Their mutual love for sailing offers a nice parallel to their music here. It all started when Moore noticed a stack of sailing books on Riley’s coffee table. Moore had never been on a boat, but according to her, Riley was convinced from an early age that, “‘Oh, this is how I want to live.’”

As their dating got more and more serious, they prepared to live the boat life after graduating from college, “learning everything together at the same time, with no hierarchy of knowledge,” according to Moore.

And that’s how music is for them. Riley’s “single vision” tendency serves as Moore’s ignition spark. It’s important for her, because with her naturally private, guarded and “slightly nervous” disposition, she had “no ambitions of forming a band and making it -- no natural inclinations of performance.”

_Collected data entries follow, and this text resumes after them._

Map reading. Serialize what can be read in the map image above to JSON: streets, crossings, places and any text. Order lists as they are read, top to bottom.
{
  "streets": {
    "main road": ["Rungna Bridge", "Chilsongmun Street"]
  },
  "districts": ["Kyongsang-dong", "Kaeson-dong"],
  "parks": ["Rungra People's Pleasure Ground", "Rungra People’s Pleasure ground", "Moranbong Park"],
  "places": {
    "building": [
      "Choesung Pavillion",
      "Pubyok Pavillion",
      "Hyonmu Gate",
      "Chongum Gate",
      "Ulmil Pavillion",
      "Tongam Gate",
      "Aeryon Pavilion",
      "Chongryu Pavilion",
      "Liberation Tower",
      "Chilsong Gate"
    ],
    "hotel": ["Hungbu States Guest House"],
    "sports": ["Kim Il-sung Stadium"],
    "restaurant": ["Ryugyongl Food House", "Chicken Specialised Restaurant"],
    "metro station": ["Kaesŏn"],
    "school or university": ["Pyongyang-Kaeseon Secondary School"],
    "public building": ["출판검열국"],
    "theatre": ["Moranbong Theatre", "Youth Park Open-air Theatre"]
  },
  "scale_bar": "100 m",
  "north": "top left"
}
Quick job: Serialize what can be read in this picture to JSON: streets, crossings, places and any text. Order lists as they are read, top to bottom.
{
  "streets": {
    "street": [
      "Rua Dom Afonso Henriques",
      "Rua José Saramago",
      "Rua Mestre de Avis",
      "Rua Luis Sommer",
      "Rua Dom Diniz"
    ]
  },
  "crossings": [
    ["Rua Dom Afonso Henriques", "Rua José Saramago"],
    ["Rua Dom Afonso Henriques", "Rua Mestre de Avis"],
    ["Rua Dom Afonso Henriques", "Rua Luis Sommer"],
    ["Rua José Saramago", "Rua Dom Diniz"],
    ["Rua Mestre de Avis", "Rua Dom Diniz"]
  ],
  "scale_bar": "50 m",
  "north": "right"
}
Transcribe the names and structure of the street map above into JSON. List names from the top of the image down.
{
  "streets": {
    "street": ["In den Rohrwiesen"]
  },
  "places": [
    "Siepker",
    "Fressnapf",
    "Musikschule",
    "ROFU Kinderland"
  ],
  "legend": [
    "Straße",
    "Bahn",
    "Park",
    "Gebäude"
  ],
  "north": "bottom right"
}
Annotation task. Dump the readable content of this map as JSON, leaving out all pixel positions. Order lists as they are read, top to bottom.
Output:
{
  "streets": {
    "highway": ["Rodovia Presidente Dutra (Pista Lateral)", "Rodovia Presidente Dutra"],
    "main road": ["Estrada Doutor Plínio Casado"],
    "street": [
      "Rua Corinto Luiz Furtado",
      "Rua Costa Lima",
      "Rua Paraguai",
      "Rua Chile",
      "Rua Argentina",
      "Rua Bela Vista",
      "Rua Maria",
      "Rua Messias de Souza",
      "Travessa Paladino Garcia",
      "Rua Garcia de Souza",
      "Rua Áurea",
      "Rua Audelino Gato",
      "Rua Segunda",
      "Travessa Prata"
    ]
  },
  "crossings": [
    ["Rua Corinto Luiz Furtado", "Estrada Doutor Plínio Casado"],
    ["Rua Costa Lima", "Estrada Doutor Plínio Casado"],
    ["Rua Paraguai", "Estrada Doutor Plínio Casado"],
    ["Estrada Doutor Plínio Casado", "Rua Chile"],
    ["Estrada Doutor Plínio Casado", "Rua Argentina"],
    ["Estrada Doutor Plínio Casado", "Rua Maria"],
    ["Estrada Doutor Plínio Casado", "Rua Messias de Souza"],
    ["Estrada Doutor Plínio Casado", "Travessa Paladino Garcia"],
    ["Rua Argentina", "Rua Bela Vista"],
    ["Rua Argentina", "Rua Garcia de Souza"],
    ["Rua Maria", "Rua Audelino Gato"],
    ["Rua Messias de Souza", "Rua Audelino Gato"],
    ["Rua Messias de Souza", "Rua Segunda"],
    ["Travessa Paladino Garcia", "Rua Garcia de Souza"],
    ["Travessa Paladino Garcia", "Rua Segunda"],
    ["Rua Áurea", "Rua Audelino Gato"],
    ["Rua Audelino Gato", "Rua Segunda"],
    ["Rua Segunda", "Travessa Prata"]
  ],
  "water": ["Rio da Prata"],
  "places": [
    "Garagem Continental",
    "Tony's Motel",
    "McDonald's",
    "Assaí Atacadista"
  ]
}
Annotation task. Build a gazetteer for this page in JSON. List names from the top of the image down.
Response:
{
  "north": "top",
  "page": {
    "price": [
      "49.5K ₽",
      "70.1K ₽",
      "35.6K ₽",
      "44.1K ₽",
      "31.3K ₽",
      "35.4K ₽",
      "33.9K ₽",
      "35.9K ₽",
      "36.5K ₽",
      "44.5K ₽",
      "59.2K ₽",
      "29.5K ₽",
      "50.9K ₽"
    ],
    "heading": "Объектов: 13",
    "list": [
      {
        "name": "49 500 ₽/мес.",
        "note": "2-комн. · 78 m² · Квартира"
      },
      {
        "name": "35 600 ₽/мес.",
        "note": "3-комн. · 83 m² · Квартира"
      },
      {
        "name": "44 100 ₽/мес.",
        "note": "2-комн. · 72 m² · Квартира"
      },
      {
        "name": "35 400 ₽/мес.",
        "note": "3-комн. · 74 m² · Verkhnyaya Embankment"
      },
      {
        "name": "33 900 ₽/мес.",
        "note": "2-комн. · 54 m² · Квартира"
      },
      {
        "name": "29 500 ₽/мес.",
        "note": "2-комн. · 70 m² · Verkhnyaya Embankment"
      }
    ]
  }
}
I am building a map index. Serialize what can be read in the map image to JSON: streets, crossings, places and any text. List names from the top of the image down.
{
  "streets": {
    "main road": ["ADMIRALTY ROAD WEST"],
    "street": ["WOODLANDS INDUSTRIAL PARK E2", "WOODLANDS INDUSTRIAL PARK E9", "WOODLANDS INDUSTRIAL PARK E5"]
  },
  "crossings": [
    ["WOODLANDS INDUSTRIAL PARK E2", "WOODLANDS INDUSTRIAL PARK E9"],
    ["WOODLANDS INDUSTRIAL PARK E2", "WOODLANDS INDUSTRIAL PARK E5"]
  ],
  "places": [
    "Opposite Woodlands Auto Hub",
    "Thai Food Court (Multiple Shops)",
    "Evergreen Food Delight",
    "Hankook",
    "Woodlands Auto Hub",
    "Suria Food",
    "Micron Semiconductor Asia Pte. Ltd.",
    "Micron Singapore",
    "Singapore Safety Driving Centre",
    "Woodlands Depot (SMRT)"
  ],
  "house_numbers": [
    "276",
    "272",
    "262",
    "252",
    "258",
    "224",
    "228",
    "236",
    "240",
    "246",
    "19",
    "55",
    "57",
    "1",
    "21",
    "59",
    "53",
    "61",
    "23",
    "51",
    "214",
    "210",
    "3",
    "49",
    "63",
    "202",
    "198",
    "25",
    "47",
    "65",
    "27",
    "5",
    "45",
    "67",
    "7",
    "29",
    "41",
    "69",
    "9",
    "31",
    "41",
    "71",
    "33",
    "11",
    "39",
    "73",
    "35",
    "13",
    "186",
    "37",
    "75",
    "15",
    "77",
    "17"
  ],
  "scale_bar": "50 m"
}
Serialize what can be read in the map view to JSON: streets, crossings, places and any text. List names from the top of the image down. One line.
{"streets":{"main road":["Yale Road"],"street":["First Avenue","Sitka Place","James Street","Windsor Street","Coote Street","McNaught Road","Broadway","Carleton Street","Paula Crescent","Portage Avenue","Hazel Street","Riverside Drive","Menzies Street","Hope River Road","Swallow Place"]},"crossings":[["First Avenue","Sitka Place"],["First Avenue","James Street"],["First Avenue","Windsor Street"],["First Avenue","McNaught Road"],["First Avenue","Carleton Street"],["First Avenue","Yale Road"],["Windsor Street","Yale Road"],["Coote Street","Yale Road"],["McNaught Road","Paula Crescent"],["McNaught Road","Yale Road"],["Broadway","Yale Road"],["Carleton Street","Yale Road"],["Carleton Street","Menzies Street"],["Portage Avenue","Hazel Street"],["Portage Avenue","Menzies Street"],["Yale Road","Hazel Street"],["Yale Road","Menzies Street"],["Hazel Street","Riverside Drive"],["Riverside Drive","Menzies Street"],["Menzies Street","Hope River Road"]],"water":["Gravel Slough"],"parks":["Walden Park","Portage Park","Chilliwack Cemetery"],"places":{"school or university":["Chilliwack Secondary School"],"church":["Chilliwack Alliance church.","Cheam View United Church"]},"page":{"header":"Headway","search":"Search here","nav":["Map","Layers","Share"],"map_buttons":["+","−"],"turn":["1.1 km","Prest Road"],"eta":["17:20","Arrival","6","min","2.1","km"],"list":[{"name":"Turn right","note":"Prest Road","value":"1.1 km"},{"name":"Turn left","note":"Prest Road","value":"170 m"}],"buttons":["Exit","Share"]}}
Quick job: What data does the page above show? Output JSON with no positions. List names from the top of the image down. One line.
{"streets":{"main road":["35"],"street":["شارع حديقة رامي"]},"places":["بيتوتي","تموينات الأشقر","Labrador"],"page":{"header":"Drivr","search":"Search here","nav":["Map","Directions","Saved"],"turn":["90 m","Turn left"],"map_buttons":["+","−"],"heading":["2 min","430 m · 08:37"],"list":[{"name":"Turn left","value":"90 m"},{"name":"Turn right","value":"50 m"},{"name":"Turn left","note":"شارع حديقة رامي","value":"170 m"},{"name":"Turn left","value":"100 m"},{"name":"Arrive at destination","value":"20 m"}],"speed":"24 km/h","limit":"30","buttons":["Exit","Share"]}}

And once out at sea, they operate and develop in tandem, as equals -- both captains of the ship.

But Moore, like Riley, was a philosophy major in college, so she isn’t unconscious as to how much relationships can come to define a person. On Tennis’ new album, “Yours Conditionally,” which comes out on March 10, Moore acknowledges the balance that she’s had to strike.

“The [album’s] title reflected the conclusion that I belong to the world, that I have a boundary where I’m trying to find how much I allow myself to be devoted to my husband and my fans,” she said.

So, the new album finds Moore asserting her autonomy in the stormy waters of expectations and evaluations. But the personal always becomes the political, which accounts for the album’s “tone of the critical evaluation of cultural expectations” -- especially when it comes to restrictive female archetypes, according to her.

Ironically, it’s amidst the fear of the external that Moore was able to conquer her biggest critic -- her own internality. Half of the new record was written while Moore and Riley sailed to the Sea of Cortez from San Diego, and the rough, demanding trip was mostly characterized by “just trying not to crash into whales,” Moore said. “The fear of losing the boat or being in a storm was more immense than writing a bad song, and that eclipsed my inner critic, leaving me without inhibitions.”

Once they found that really calm place in the Sea of Cortez, she wrote without fear, which is why, according to her, it’s her best lyrical work yet.

At Tennis' show on Wednesday, Feb. 22, at the Irenic, expect a well rehearsed band with a slight amount of stage fright, a newly discovered openness and a willingness to risk the stormy, open waters for a peaceful, cloistered sea. 

Rutger Rosenborg was almost a Stanford neuroscientist before he formed Ed Ghost Tucker. He now plays in the Lulls and makes music on his own when he's not writing. Follow his updates on Facebook or contact him directly.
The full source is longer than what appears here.